While Malta has made substantial progress in cutting harmful material in the atmosphere, it still exceeded certain limits set by the EU and the WHO

Pollution pumped out into the air decades ago could still be causing deaths today, a study suggests.

More recent exposure to pollutants had a greater effect on health, the researchers from Imperial College found, prompting them to warn there is an “imperative” to act now on air pollution to deliver both swift and long-term benefits.

Pollution caused 220 premature deaths in Malta in 2012, according to a study by the European Environment Agency.

While Malta has made substantial progress in cutting air pollution it still exceeded certain limits set by the EU and the World Health Organisation, according to the latest air quality report released by the EU agency in December .

The report is based on data from 2012 and 2013. During this period Malta’s air monitoring stations registered levels of particulate matter and ozone exposure higher than those permitted by WHO.

The major causes of these two dangerous pollutants are traffic and the building industry.

Particulate matter can cause or aggravate cardiovascular and lung disease, heart attack and arrhythmia. It can also cause cancer.

The British study used data from 368,000 people over a 38-year period, estimating black smoke and sulphur dioxide in the areas they lived in 1971, 1981, 1991 and, as a result of new ways of measuring pollution, microscopic particles known as PM10s in 2001.

For every increased level of black smoke and sulphur dioxide people were exposed to in 1971, produced mostly by burning fossil fuels, they had a two per cent higher risk of dying in 2002 to 2009, the long-running study published in the journal Thorax showed.

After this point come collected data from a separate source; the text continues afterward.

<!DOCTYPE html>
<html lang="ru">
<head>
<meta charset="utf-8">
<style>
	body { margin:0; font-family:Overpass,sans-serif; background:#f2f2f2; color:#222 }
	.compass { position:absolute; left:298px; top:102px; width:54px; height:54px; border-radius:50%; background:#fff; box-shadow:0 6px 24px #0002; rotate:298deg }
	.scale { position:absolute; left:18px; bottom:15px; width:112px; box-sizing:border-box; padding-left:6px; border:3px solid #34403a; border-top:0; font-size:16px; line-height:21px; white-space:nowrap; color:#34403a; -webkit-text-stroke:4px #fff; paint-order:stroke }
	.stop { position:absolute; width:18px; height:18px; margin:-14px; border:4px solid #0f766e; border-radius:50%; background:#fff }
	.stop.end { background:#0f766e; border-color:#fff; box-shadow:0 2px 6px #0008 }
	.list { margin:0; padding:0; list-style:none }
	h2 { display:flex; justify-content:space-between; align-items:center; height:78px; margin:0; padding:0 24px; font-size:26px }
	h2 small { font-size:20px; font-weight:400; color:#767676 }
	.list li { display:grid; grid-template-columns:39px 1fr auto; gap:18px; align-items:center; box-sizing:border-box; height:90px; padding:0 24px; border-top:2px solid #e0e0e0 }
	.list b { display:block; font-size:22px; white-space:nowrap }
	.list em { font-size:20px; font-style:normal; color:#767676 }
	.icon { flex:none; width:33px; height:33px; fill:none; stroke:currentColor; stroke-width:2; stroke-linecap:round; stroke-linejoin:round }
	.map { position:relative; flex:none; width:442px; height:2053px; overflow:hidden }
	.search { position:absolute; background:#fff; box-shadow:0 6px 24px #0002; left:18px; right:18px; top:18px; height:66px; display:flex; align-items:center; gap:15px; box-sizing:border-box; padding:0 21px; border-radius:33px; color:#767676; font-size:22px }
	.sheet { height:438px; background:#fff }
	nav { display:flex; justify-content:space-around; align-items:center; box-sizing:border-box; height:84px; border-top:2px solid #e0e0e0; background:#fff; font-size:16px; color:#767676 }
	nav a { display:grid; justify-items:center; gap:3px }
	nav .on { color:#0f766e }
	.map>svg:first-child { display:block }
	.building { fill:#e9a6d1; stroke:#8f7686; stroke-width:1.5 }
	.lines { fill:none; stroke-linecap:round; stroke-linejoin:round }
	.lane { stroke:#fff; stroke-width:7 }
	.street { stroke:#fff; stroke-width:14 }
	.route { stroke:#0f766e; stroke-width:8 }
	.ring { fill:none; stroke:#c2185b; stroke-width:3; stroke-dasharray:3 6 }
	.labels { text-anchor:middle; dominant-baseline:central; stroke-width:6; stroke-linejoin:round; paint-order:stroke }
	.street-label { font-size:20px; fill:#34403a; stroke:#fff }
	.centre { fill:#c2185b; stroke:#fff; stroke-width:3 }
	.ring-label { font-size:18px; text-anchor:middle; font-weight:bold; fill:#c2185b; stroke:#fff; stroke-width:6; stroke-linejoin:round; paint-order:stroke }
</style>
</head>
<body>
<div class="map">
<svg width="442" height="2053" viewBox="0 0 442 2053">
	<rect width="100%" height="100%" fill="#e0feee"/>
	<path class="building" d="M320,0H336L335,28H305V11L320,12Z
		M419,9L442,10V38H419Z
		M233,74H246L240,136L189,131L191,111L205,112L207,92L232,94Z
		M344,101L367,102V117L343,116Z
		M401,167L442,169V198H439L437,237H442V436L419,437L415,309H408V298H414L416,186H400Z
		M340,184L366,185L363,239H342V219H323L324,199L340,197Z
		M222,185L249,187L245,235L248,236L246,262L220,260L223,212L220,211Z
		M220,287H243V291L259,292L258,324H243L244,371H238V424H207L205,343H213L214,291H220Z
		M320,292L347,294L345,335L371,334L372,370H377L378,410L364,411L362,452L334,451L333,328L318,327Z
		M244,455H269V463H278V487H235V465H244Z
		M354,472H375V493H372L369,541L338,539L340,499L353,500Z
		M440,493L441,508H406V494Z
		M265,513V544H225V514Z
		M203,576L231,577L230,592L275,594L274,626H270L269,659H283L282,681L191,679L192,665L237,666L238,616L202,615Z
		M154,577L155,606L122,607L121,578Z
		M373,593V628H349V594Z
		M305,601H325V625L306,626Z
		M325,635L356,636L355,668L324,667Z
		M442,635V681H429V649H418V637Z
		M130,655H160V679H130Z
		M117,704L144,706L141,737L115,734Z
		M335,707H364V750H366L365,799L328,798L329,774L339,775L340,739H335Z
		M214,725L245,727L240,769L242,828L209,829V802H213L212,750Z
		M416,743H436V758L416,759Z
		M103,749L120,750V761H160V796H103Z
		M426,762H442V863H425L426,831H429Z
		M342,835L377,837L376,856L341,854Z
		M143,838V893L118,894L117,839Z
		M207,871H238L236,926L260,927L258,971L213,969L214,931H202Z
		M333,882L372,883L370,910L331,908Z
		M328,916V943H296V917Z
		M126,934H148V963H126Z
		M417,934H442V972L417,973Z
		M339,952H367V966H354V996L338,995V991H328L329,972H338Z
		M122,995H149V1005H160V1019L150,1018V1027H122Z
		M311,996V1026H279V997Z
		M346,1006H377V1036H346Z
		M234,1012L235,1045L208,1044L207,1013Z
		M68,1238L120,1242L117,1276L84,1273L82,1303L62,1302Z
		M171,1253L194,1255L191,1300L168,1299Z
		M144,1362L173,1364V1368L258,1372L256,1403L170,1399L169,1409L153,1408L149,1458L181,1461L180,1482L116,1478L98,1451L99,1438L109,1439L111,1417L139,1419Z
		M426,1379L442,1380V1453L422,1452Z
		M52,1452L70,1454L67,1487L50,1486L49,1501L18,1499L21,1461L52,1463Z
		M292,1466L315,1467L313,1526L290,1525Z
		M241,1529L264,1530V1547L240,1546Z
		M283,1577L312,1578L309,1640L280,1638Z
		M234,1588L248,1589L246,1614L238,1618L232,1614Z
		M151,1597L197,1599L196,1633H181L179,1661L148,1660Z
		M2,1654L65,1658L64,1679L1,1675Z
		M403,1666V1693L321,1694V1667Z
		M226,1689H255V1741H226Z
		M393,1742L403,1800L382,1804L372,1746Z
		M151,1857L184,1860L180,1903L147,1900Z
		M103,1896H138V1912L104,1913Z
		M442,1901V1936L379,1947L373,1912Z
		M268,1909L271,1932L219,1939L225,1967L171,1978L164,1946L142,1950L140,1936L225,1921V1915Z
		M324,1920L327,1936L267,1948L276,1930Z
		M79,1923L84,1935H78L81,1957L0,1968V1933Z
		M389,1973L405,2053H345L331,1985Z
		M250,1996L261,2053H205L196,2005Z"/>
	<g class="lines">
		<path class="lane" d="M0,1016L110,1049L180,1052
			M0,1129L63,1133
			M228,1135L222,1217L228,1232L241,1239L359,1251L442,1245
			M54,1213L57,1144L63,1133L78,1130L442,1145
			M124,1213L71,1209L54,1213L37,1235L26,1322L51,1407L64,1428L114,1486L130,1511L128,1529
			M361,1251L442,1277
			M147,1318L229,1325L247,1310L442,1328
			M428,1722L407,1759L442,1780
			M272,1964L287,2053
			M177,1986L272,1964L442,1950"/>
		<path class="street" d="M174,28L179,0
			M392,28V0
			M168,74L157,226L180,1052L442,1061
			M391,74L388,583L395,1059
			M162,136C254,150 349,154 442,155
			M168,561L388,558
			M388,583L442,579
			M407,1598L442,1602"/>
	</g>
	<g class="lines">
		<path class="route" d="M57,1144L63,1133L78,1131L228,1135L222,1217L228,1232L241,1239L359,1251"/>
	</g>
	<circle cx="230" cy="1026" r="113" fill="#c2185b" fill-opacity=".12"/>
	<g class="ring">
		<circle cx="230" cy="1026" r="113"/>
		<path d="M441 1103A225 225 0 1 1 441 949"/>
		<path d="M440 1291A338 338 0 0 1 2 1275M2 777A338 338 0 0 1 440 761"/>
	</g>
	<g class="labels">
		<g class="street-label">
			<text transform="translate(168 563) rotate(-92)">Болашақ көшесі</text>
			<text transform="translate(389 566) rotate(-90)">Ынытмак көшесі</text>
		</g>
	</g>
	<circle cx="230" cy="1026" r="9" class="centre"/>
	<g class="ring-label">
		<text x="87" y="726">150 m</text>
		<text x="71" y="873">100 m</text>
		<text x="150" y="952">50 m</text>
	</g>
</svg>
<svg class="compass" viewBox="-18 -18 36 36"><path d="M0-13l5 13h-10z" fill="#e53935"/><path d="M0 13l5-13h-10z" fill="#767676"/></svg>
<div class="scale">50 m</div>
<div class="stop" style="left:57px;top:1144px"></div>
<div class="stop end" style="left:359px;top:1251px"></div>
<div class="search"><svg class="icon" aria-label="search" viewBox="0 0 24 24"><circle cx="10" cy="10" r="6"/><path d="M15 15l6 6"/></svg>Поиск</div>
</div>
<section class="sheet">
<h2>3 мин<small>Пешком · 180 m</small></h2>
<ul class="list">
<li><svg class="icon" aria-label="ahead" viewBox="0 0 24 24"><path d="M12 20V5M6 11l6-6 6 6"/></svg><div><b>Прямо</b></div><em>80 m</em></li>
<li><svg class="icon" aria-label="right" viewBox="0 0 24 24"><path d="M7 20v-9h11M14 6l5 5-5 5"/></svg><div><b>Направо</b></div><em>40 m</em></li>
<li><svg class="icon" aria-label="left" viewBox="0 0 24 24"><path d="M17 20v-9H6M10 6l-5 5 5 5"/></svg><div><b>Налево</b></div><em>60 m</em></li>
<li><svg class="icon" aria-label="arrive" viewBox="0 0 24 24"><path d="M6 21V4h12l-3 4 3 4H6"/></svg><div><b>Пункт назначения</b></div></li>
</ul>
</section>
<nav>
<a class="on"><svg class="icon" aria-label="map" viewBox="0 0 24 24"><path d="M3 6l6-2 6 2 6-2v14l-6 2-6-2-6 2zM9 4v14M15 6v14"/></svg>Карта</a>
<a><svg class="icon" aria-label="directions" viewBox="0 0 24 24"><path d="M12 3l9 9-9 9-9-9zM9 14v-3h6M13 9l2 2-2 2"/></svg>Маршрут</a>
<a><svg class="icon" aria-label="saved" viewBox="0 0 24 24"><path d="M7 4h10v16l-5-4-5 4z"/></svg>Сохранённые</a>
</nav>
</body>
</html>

220 premature deaths in Malta in 2012

For each increased level of PM10s people were exposed to in 2001, including particles from fossil fuels but also from the breaking up of road surfaces and tyres as vehicles drive along and brake, they had a 24 per cent increase in risk of death in 2002 to 2009.

In Malta in 2012, 2,300 potential years of life were lost as a result of higher-than-permitted particulate matter levels and another 300 years due to high levels of ozone-related gases in the air, the EU agency estimates.

Malta has a lower number of years of potential life lost (YYL) rate than the EU average in relation to particulate matter but almost double when it comes to ozone related gases.

On the other hand, the report said that Malta managed to remain within acceptable levels for nitrogen dioxide and sulphur dioxide. These pollutants are linked to combustion and are mainly released by cars, large plants like power stations and heavy industry.

While they said action should be taken to tackle air pollution, the study’s authors also said the effects of poor air quality were small compared to other risk factors such as smoking and obesity.

A switch to diesel has been widely blamed for continued problems with air pollution.

But tackling PM10s, 50 per cent of which come from road surfaces, tyres and braking, would also need a focus on lighter cars, report author John Gulliver suggested.

Lead author Anna Hansell said: “What this study is showing is that the effects of air pollution persist for a very long time, over 30 years in this particular study, and may actually be persisting longer than that.

“It’s also shown that the more recent exposures appear to be the more harmful to health.

“In a way there’s a good and a bad message; there’s an imperative there that because the effects are so long-lasting, we really ought to act on it.

“The good news is that if most of the risk is related to recent exposure there’s even more of an imperative to act because we’ll have an important short-term – in the next few years – benefit if we act now.”